Серегин вздрогнул и не сразу сообразил, что это заработала рация командира спецназа. И отшатнулся, когда мимо него к двери ванной комнаты метнулся Вольфрам. Дверь ванной была заперта изнутри, но Вольфрам не стал стучать и просить открыть, а резким каратистским ударом ноги вышиб ее. Серегин тоже умел наносить такие удары, но сильно сомневался, что смог бы так, единым движением, справиться пусть даже с хиленькой, но все же заложкой.
Все они были здесь. Все семеро лежали друг на друге в ванне, и командир на самом верху. Все были брошены ничком, и лишь он почему-то лежал на спине, обратив к низкому потолку ванной кровавые дыры вместо вырезанных — или выбитых? — глаз. Рот был широко открыт, словно он хотел что-то крикнуть, а может, и кричал, да только никто его, почему-то, не услышал. В окостеневшей руке была стиснута хрипящая рация.
Серегин почувствовал, как желудок свело судорогой и жаркая волна подступила к горлу.
Только бы не вырвало, подумал он. Нельзя, чтобы меня здесь вырвало, стыдно перед…

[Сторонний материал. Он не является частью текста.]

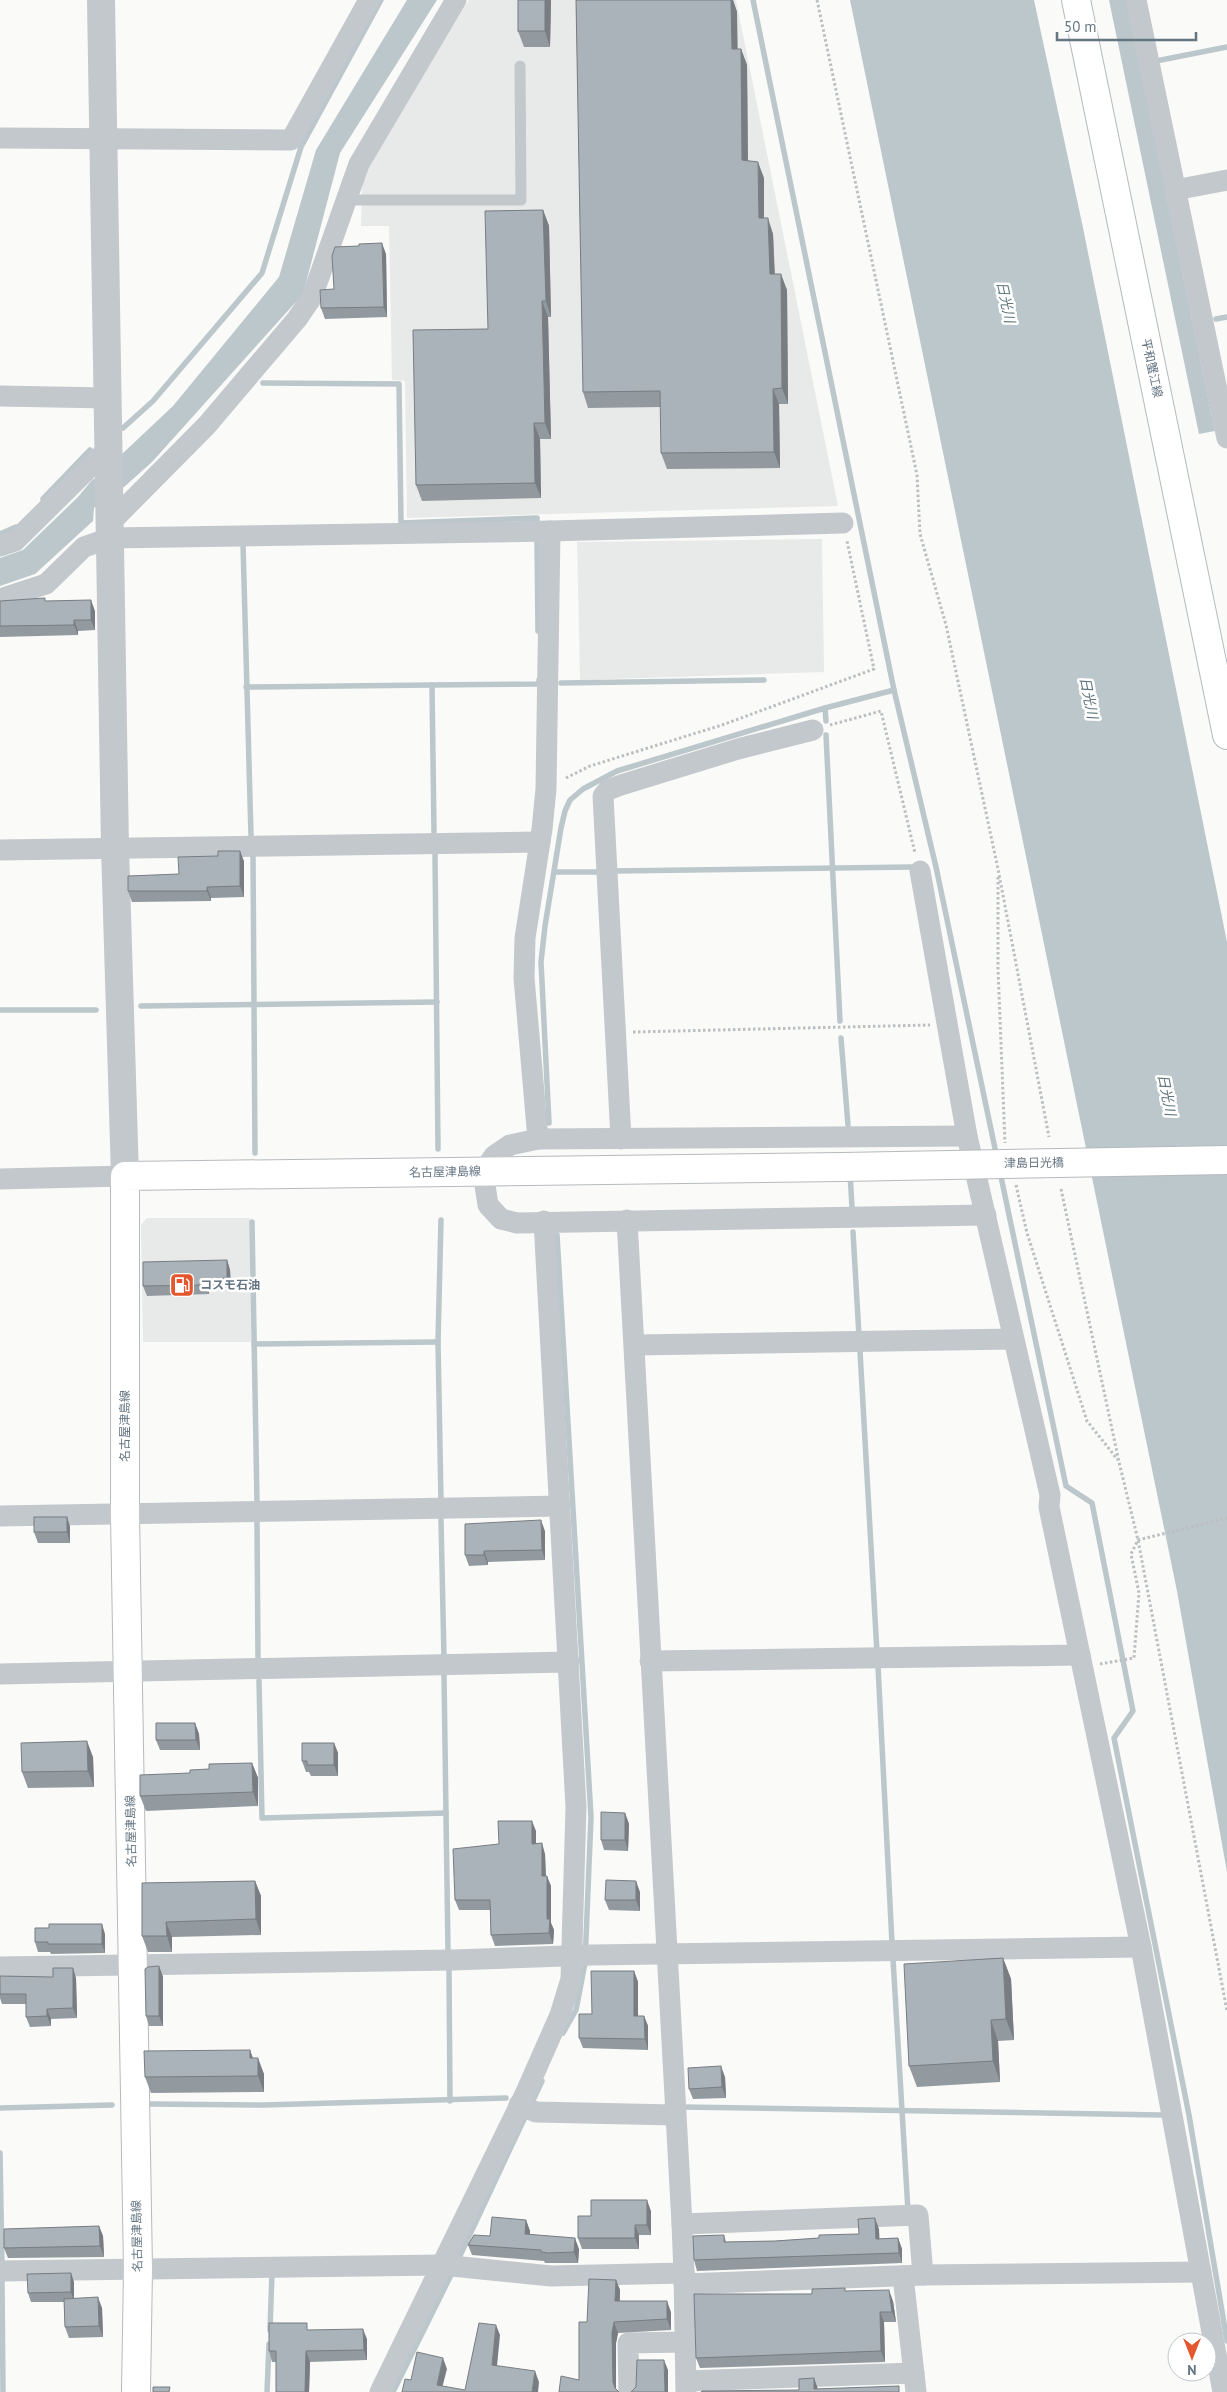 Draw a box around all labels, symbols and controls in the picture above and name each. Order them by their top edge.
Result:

Додумать он не успел, потому что позади раздался булькающий звук, словно кто-то пытался справиться с тошнотой. Уже ни о чем не думая, Серегин выскочил из ванной и метнулся в соседнюю дверь туалета. Там он столкнулся с Олегом, соединенным усилием они втиснулись в узкое помещение, никак не предназначенное для двоих, синхронно склонились над сияющим чистотой унитазом, стукнувшись лбами так, что из глаз полетели искры, и опорожнили бунтующие желудки.

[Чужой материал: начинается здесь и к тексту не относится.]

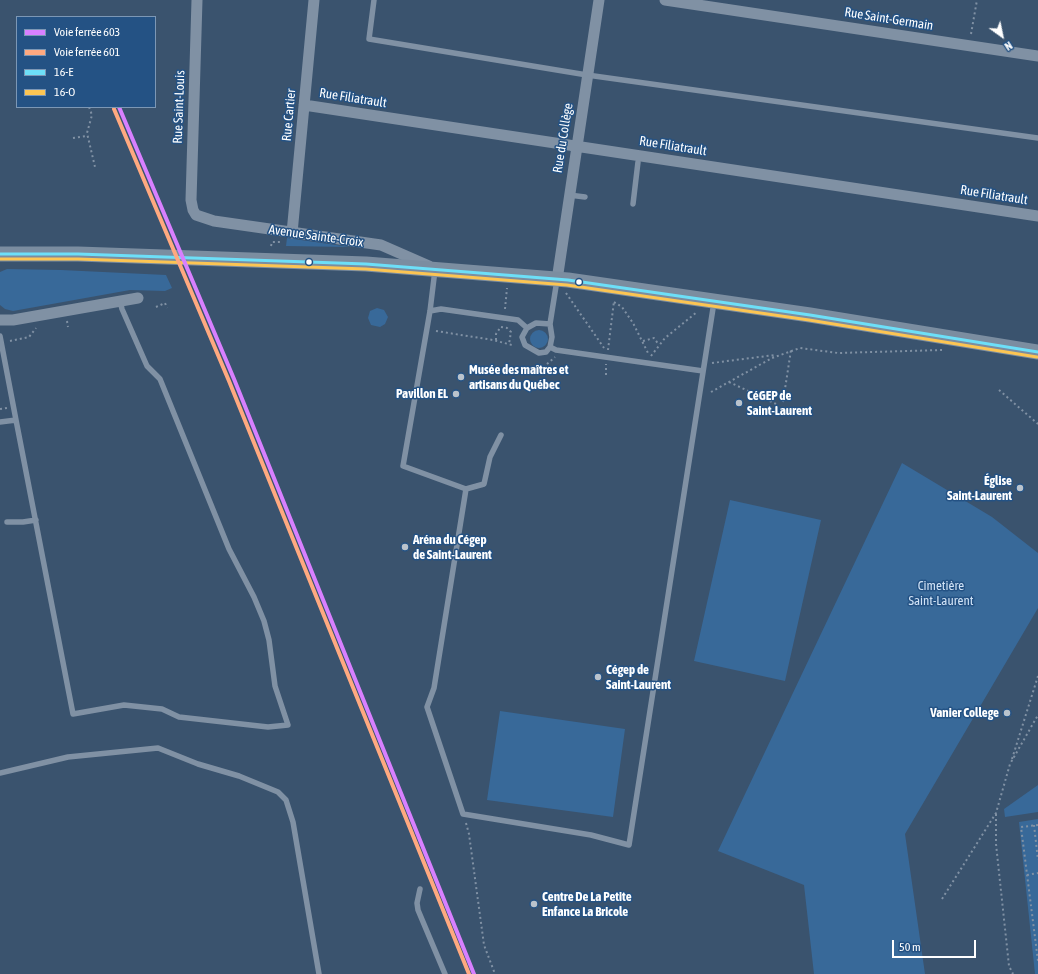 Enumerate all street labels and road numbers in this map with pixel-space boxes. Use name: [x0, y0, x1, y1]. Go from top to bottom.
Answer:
street label: Rue Saint-Germain: [844, 4, 934, 34]
street label: Rue Saint-Louis: [170, 70, 188, 144]
street label: Rue Filiatrault: [318, 85, 388, 111]
street label: Rue Cartier: [279, 88, 299, 142]
street label: Rue du Collège: [550, 102, 576, 174]
street label: Rue Filiatrault: [638, 133, 708, 159]
street label: Rue Filiatrault: [959, 182, 1029, 208]
street label: Avenue Sainte-Croix: [268, 222, 364, 250] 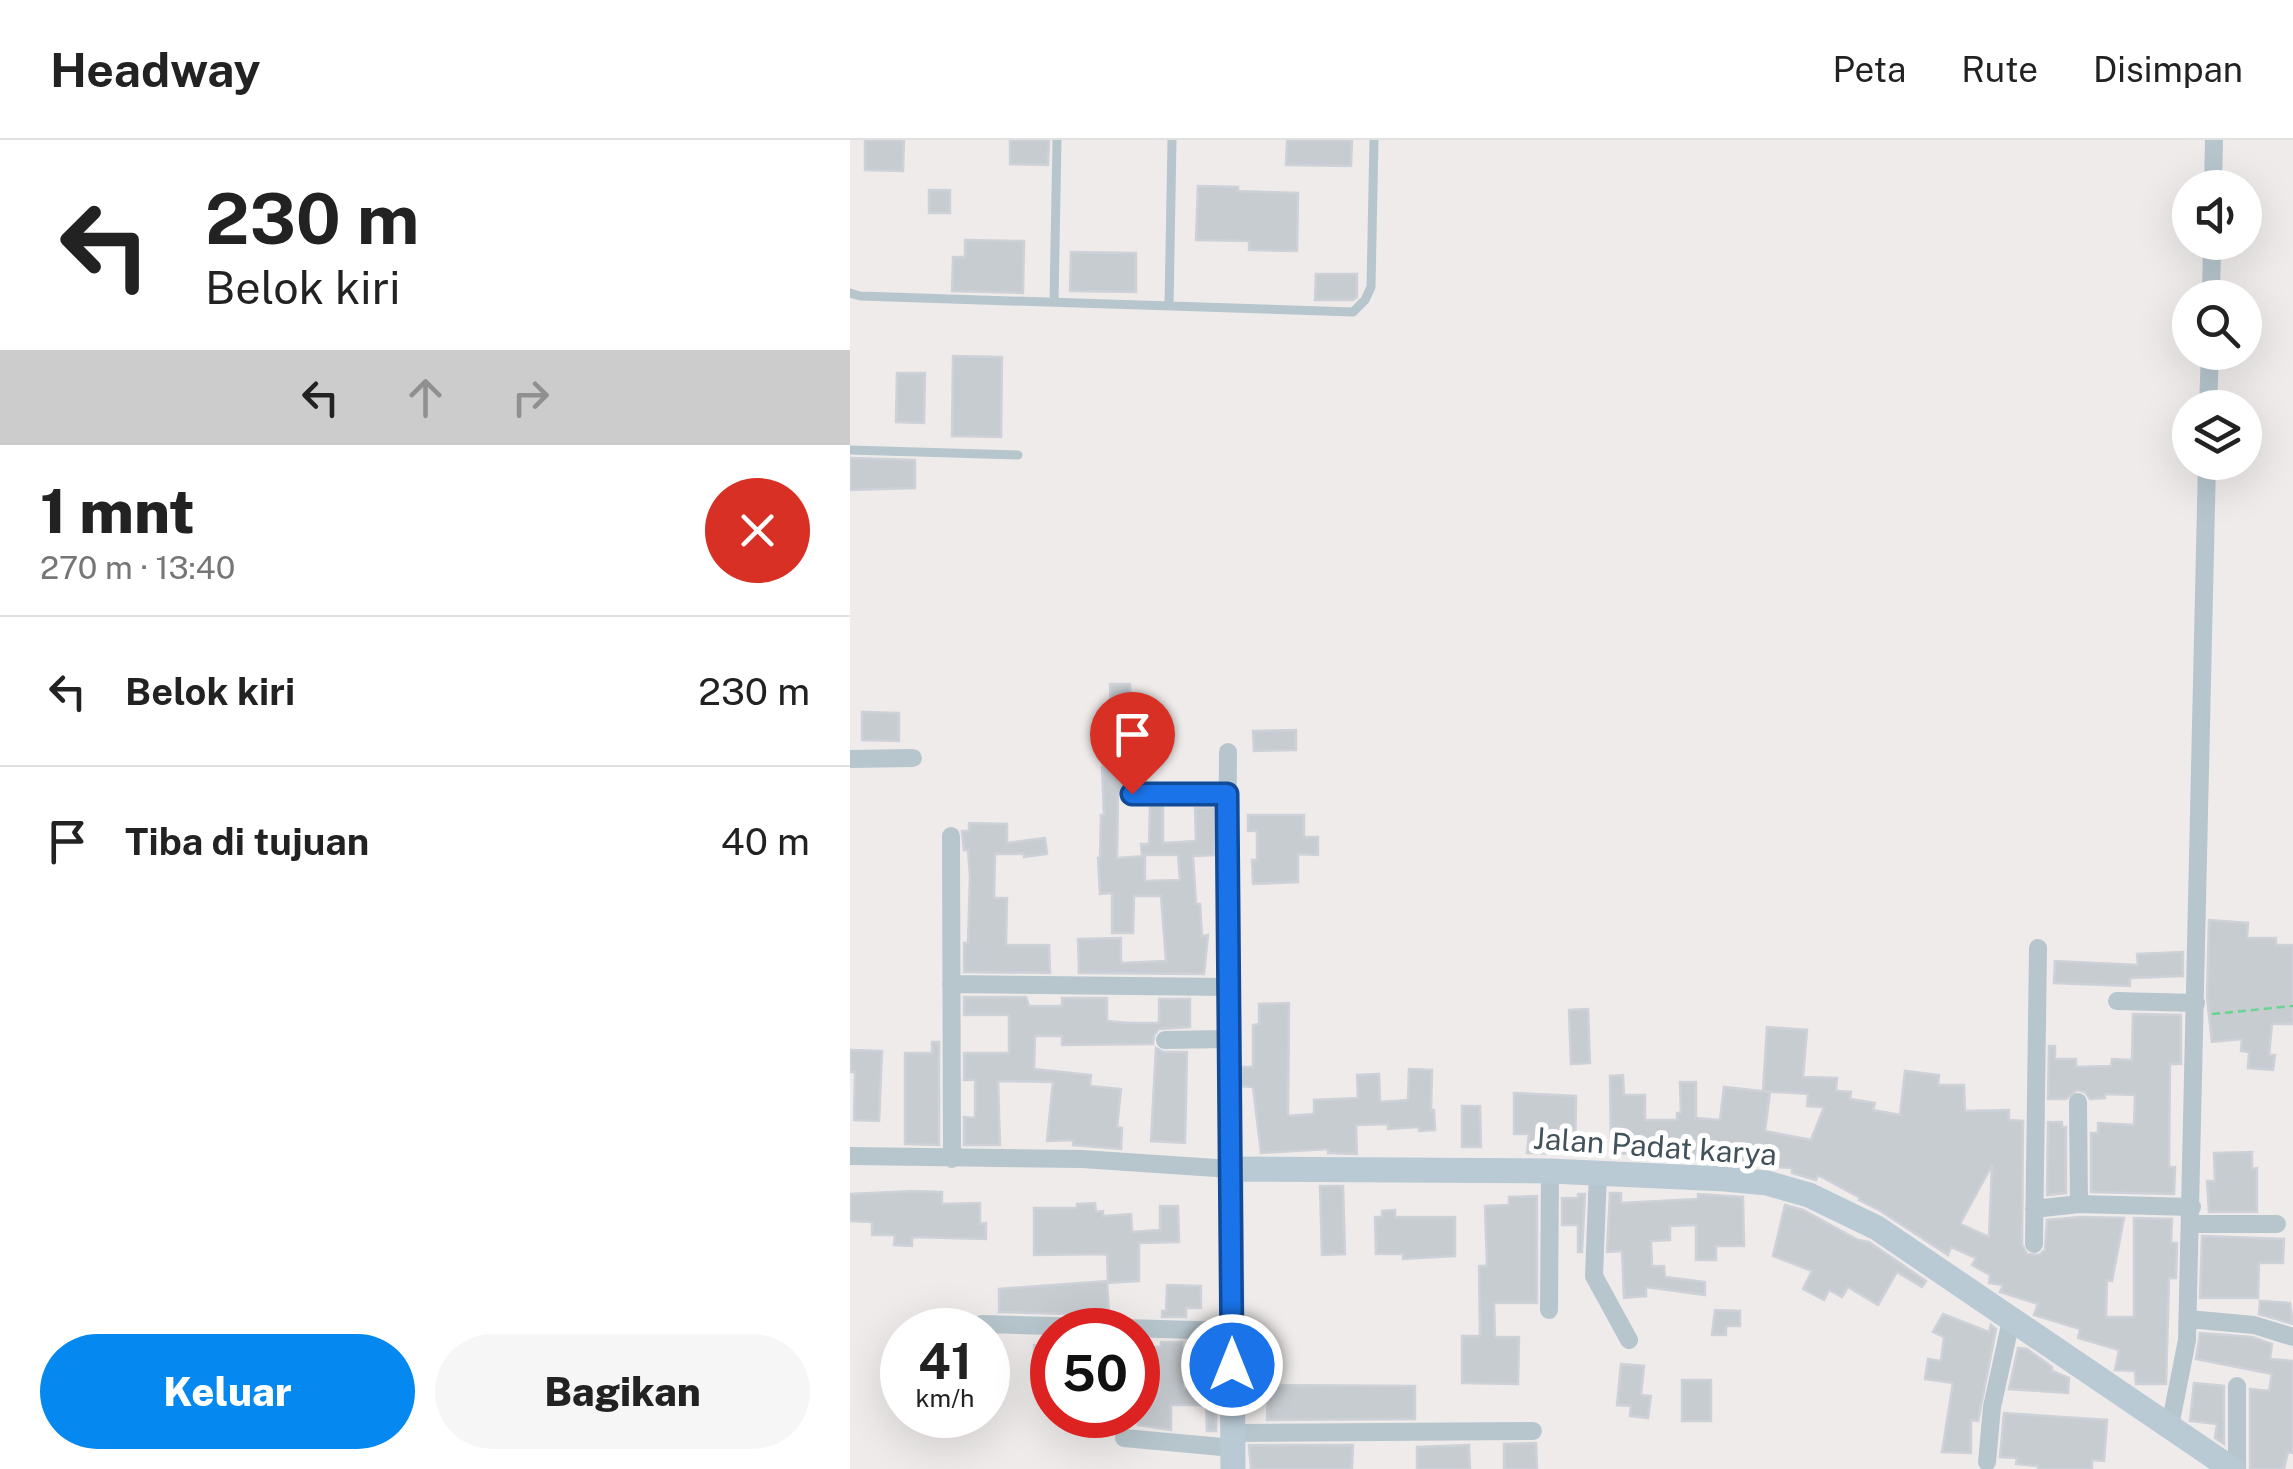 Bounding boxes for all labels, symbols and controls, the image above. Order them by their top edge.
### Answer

Несколько минут спустя Серегин выпрямился, машинально достал из кармана платок и вытер рот, а потом столкнулся взглядом с испуганными глазами Олега. В руке Олег держал кусок оторванной от рулона туалетной бумаги.
— Никак не могу привыкнуть, — хрипло пробормотал Олег. — Приходилось уже видеть, но… Не могу…
Серегин кивнул ему, пытаясь улыбнуться непослушными губами. Он не мог похвастать, что где-либо видел столько трупов разом, разве что в кино, но чувствовал, что тоже вряд ли сможет привыкнуть.